As Georgina mentions, you can sow sweet pea seeds in spring or autumn.

If you sow in spring, the plants will be placed out the same year, but if you sow in autumn, you will need to have somewhere frost-free that they can overwinter before being placed out into the garden the following spring.
1) Prepare The Growing Area
“Trying to germinate seeds directly in the ground is too tempting for marauding birds and mice who just love to eat a fresh sweet pea seed,” explains Georgina.
Instead, sweet peas can be sown into a range of different containers.
“Even in my greenhouse on benches, mice love to eat my sweet pea seeds, leaving perfect seed-size holes where they gratefully extract them,” Master Horticulturist Colin Skelly adds.
“To get around this, I cover pots with fine metal mesh until they have germinated.”

You might choose to sow your seeds into seed trays before potting them up into their own containers.
You can start them in soil blocks, in toilet roll tubes or in other biodegradable pots, and you can plant up to 3 seeds in 9cm pots.
I like to start sweet peas in toilet roll tubes since these plants tend to do well if they are placed in long, thin containers so their roots grow deeply and narrowly.
Also, when you plant in toilet roll tubes, you do not need to prick them out but can simply let them grow and then plant them out into your garden as is.
I have also grown sweet peas in sowing trays with an amazing success rate:

2) Sow The Seeds
Some people suggest steps like nicking the seeds (avoiding the eye) or soaking and sprouting seeds prior to sowing.

However, I do not bother as I tend to get good germination rates with sweet peas without any additional steps, which one of our experts also agrees with.
“Modern seeds have soft shells so do not need to be soaked or chipped before sowing,” says Carole Tate from the National Sweet Pea Society.
I simply place the seeds around 1cm deep into the tubes, covering them with my growing medium and firming the soil gently into place.
3) Prick Out & Pot On
I keep my sweet peas on a sunny windowsill indoors until they germinate, then move the seedlings into my polytunnel.

Your next steps will, of course, depend on which containers you have chosen and where you have sown your seeds.

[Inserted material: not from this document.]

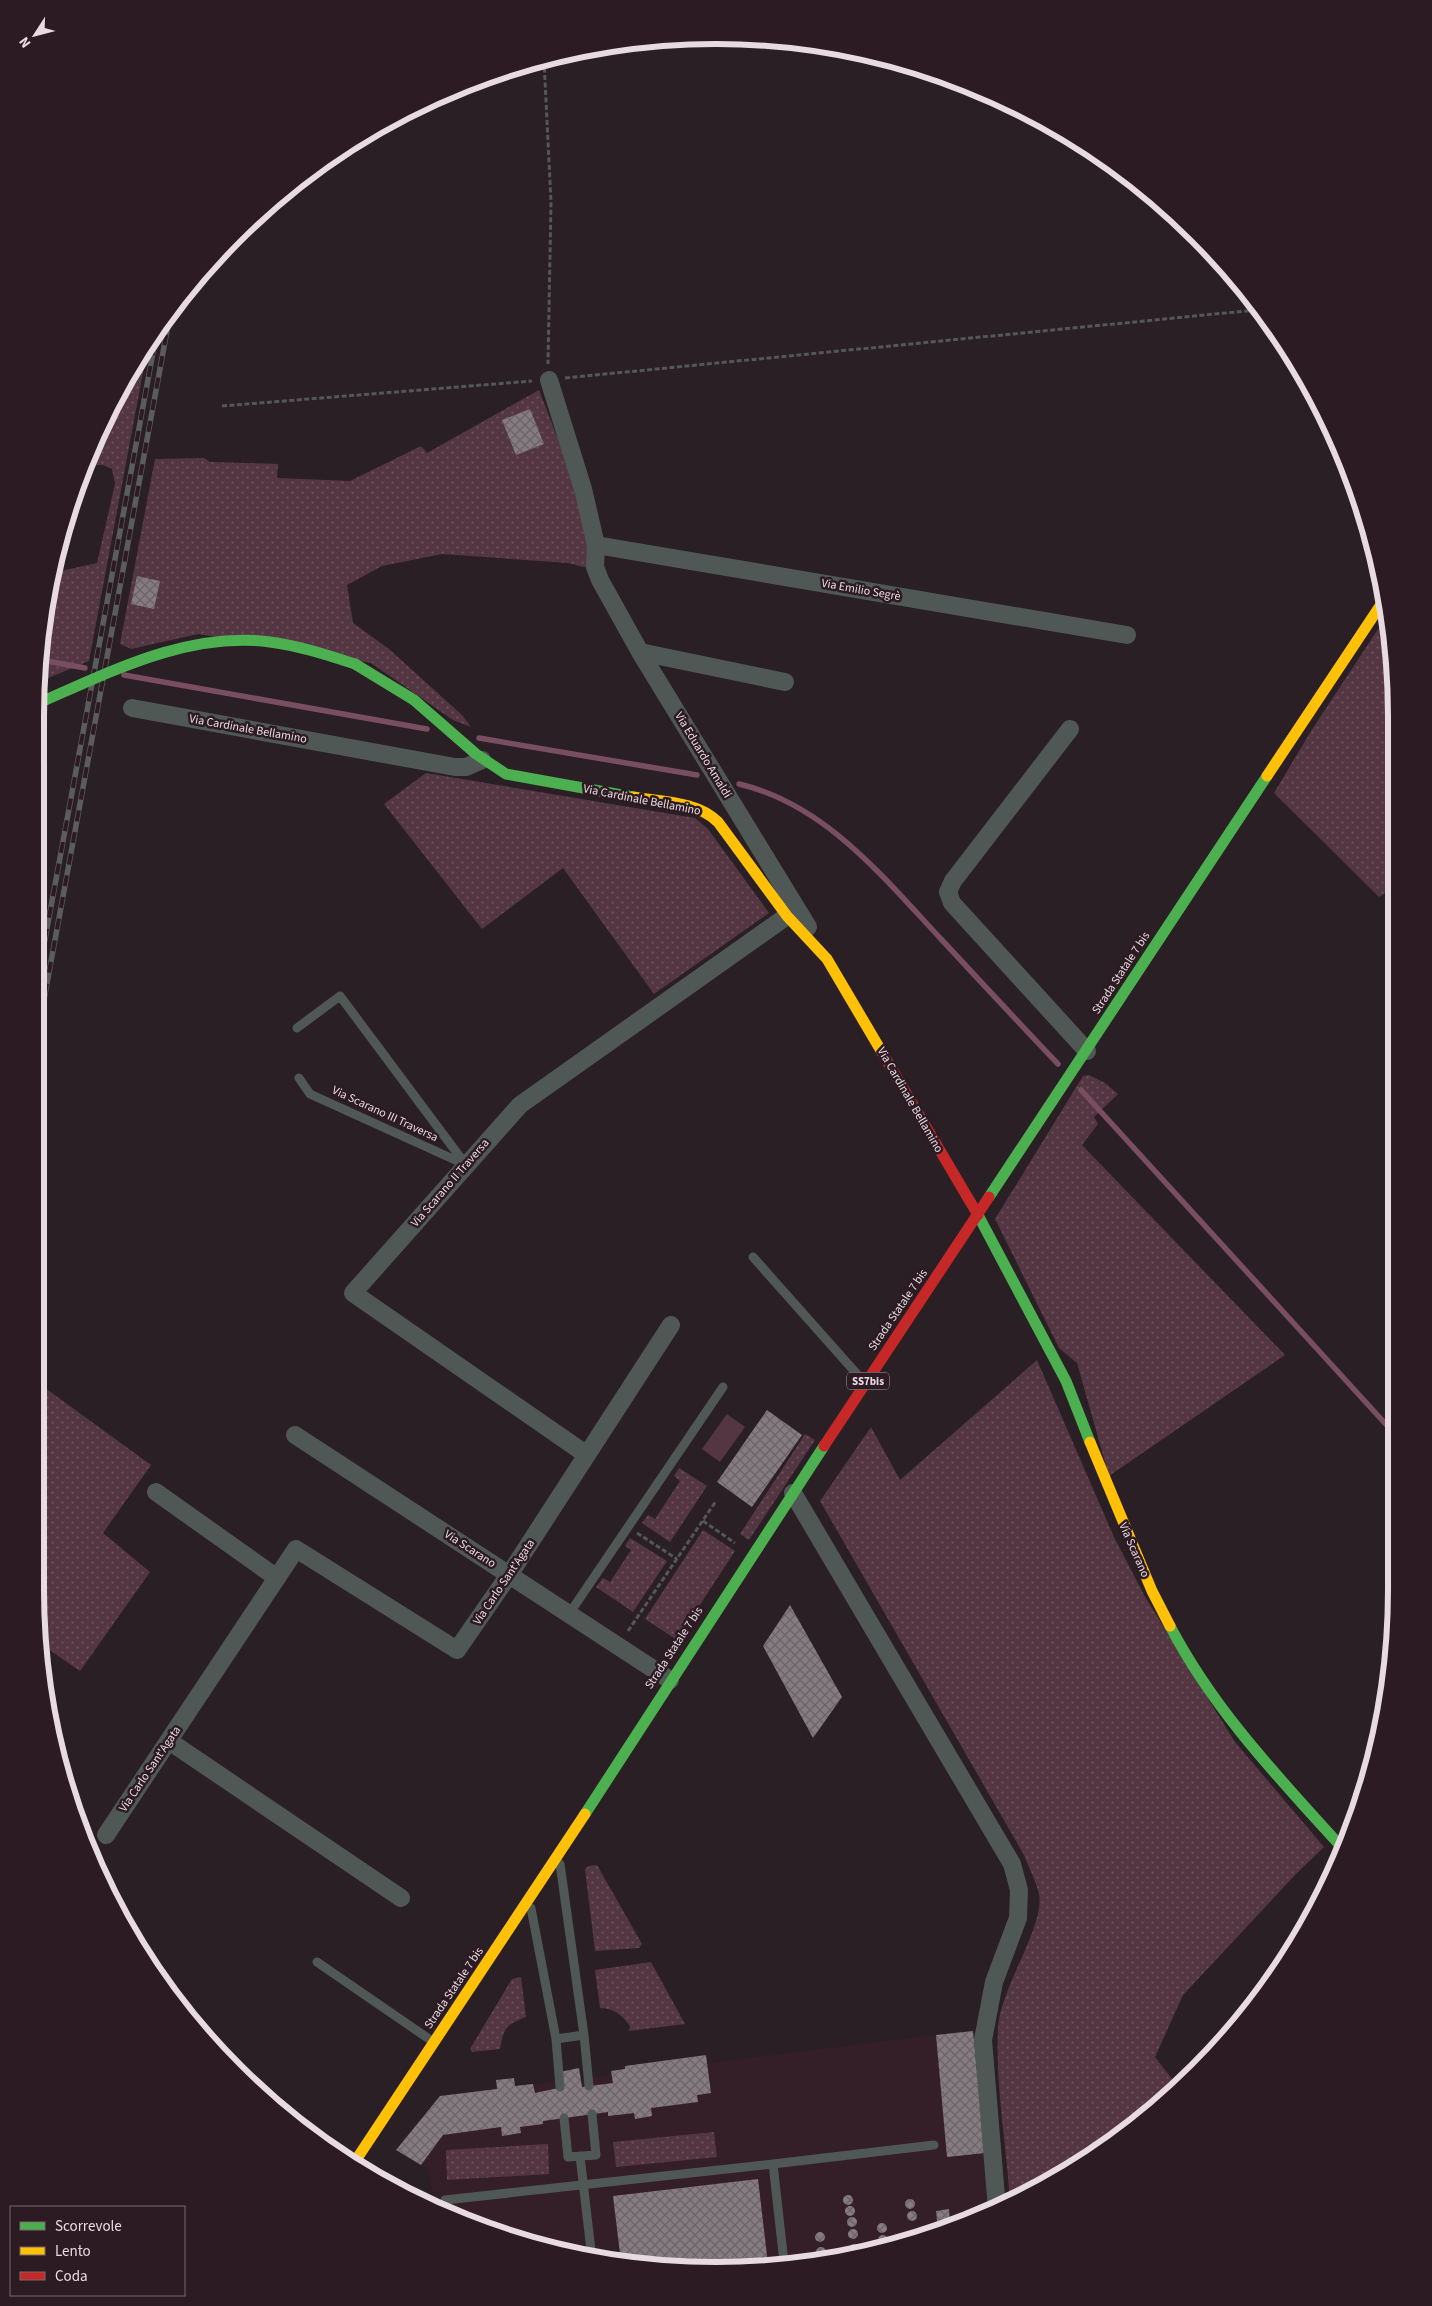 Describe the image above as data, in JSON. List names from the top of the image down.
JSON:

Prick out and pot on seedlings as required, Georgina says, but just make sure they are large enough to handle.
“Sweet peas are hungry and thirsty plants, so make sure that you add plenty of compost to the area where they are to be planted,” she explains.
“After, add some water to keep the soil moist but not drenched.”

4) Plant Out

Once the sweet peas get around 10cm tall, pinch out the growing tips to encourage the plants to bush out.

Harden off your plants to gradually acclimatise them to outdoor growing conditions, then place them into their final growing positions in your garden once all risk of frost has passed in your area.